Lines where the string "shaded" appears are to be copied from the entries below.

*** Task inputs Section Begins ***

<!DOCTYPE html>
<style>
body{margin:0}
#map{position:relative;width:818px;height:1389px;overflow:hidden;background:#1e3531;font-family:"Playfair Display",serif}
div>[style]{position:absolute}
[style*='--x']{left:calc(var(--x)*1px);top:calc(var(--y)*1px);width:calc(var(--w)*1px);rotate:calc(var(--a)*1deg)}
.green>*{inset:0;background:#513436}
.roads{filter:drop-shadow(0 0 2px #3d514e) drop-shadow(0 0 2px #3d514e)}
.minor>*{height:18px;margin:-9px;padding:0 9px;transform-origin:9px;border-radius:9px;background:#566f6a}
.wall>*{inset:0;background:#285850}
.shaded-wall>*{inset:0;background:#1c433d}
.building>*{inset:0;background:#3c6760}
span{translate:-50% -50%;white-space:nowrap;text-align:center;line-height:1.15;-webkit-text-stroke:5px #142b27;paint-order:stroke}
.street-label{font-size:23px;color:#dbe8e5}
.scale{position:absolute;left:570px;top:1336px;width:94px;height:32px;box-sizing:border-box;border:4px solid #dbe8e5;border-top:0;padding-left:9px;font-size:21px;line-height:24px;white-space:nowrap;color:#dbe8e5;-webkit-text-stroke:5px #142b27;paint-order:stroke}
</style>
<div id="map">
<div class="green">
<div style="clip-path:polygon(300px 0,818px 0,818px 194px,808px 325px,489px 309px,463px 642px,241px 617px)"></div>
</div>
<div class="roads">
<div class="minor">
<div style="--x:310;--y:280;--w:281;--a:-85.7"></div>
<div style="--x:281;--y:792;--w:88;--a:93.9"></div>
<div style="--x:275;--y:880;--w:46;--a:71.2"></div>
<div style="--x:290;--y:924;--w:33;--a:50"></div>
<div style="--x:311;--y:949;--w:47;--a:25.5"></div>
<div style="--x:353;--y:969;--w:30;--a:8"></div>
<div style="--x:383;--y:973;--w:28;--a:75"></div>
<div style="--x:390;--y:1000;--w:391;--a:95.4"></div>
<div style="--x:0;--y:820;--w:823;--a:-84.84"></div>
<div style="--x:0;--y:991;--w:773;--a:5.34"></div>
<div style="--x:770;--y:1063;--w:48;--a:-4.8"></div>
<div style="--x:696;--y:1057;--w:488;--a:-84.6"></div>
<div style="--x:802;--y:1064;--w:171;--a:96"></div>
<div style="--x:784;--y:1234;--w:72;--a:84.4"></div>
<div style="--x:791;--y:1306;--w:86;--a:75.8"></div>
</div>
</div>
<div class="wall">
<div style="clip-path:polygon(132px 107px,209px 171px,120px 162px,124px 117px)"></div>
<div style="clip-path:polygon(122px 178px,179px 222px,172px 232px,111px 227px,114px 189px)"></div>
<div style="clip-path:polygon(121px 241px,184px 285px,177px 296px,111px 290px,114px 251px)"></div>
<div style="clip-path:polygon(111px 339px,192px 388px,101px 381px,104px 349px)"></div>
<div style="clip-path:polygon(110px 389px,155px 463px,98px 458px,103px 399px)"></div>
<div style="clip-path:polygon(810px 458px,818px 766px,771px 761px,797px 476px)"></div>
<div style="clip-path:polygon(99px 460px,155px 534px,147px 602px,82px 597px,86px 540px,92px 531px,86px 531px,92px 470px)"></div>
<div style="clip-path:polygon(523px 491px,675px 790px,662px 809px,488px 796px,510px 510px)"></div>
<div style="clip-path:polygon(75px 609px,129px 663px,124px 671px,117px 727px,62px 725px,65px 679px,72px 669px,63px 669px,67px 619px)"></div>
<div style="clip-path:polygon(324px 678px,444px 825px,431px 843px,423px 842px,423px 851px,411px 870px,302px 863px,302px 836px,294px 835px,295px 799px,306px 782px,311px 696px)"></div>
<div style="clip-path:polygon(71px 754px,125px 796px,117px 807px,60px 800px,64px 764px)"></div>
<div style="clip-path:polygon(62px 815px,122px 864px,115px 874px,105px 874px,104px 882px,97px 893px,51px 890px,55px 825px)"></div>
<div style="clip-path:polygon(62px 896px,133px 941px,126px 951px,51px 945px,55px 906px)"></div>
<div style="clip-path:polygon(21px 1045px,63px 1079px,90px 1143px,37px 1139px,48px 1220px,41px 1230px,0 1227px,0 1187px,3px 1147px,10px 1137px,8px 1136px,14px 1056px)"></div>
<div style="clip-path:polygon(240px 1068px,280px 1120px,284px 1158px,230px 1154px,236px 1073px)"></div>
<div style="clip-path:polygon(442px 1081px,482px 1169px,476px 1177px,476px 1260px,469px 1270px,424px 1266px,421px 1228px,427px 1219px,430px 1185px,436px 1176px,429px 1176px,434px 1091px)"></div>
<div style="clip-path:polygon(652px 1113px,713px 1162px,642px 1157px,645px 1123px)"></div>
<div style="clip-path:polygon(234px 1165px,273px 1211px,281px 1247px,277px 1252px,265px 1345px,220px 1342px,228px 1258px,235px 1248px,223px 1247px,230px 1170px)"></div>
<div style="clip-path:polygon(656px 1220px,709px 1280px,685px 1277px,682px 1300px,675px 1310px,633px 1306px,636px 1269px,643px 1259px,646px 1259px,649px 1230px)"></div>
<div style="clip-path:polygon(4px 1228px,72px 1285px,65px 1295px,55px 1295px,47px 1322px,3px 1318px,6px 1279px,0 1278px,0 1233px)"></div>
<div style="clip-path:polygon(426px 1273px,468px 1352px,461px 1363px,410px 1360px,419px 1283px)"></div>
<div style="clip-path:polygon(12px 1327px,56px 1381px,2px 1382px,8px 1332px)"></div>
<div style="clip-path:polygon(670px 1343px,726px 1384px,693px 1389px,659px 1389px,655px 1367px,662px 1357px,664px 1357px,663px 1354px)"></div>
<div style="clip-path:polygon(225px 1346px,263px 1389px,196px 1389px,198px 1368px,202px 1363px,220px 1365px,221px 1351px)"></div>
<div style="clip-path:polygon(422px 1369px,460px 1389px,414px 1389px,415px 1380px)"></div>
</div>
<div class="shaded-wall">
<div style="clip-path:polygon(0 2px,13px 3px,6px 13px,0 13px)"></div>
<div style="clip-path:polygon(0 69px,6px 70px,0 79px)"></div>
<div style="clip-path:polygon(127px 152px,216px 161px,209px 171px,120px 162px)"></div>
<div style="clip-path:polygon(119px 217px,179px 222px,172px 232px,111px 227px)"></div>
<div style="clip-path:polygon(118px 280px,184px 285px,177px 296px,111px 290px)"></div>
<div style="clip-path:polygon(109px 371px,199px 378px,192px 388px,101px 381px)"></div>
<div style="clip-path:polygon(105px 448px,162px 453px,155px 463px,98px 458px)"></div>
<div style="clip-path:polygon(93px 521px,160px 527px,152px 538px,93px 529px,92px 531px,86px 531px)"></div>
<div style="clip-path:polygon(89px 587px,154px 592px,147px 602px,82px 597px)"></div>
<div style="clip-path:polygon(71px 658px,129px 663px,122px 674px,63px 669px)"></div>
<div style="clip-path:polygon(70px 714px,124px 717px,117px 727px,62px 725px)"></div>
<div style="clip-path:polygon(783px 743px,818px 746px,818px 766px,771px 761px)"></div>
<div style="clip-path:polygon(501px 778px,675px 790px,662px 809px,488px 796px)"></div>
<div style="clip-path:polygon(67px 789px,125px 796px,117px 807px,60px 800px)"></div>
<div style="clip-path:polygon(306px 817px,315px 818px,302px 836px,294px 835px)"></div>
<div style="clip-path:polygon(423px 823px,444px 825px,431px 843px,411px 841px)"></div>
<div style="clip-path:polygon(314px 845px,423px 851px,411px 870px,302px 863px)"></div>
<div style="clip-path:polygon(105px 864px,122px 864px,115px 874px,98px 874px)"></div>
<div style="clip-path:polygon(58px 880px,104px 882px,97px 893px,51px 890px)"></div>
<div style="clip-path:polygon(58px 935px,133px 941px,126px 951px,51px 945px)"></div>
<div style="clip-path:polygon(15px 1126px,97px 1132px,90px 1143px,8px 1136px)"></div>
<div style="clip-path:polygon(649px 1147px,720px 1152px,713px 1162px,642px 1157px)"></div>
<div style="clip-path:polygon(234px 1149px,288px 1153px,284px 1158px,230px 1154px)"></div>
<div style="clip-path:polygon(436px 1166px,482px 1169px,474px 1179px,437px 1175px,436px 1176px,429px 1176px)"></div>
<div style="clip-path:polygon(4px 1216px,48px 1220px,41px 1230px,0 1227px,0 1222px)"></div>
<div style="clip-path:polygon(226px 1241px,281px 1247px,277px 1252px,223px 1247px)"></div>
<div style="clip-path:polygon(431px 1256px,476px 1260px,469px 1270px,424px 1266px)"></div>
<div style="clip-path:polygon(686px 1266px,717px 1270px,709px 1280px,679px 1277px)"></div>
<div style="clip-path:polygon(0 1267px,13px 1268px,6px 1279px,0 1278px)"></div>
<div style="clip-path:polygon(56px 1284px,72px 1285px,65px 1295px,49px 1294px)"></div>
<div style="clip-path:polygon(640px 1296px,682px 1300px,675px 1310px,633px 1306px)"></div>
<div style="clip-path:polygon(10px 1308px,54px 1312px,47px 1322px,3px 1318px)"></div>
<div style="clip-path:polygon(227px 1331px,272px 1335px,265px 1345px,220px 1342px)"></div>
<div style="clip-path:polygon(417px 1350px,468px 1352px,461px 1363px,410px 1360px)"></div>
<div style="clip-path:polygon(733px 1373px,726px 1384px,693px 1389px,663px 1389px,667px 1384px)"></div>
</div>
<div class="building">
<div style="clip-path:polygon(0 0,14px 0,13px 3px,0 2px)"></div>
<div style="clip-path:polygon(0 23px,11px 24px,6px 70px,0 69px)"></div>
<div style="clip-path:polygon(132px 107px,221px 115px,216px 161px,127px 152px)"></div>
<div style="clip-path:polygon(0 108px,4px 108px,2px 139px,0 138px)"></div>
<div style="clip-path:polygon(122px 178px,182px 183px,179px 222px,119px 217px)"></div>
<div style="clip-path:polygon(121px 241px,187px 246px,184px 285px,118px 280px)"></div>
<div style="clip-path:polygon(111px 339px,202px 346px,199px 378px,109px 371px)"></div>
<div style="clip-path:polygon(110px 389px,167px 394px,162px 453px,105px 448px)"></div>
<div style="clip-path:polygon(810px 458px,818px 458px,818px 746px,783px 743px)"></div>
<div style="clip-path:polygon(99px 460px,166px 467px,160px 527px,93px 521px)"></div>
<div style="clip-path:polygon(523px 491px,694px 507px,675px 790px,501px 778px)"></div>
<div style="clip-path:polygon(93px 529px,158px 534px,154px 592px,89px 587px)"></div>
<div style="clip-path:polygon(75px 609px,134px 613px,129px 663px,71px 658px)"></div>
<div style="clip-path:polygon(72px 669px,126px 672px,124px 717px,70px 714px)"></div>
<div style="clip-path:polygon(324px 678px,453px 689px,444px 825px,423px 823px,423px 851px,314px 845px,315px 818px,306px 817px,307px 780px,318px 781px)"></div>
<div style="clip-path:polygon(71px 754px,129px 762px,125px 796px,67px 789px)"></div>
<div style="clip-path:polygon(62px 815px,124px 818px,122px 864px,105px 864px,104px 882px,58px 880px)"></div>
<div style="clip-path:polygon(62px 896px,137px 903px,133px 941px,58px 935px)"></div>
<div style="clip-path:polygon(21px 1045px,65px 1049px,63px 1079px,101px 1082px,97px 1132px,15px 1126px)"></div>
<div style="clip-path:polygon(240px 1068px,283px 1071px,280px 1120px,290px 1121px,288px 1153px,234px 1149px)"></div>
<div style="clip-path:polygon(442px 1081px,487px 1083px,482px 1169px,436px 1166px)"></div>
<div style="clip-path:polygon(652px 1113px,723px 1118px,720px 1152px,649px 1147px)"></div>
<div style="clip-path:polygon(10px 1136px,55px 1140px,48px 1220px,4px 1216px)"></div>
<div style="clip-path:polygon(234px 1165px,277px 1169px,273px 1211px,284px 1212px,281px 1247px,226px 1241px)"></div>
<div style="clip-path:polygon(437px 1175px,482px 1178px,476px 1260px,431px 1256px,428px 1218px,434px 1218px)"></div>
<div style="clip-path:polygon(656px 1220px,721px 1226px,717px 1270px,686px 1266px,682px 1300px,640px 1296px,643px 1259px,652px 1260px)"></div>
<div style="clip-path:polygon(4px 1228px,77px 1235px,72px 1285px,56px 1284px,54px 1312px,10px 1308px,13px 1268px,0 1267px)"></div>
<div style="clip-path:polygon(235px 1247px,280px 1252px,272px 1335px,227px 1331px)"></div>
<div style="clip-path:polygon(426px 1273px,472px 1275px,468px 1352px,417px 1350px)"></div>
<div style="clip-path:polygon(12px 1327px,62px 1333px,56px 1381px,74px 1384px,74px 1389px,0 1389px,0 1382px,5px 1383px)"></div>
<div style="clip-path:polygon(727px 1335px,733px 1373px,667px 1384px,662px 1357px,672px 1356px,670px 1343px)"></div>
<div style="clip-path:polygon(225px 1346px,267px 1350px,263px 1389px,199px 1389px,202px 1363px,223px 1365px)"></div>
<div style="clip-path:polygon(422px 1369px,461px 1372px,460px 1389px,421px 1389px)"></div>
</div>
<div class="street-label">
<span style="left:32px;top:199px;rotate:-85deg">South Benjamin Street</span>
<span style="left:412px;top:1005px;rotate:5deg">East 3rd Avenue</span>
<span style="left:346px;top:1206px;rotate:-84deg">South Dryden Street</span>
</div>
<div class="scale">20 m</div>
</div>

*** Task inputs Section Ends ***

**Written response**
.shaded-wall>*{inset:0;background:#1c433d}
<div class="shaded-wall">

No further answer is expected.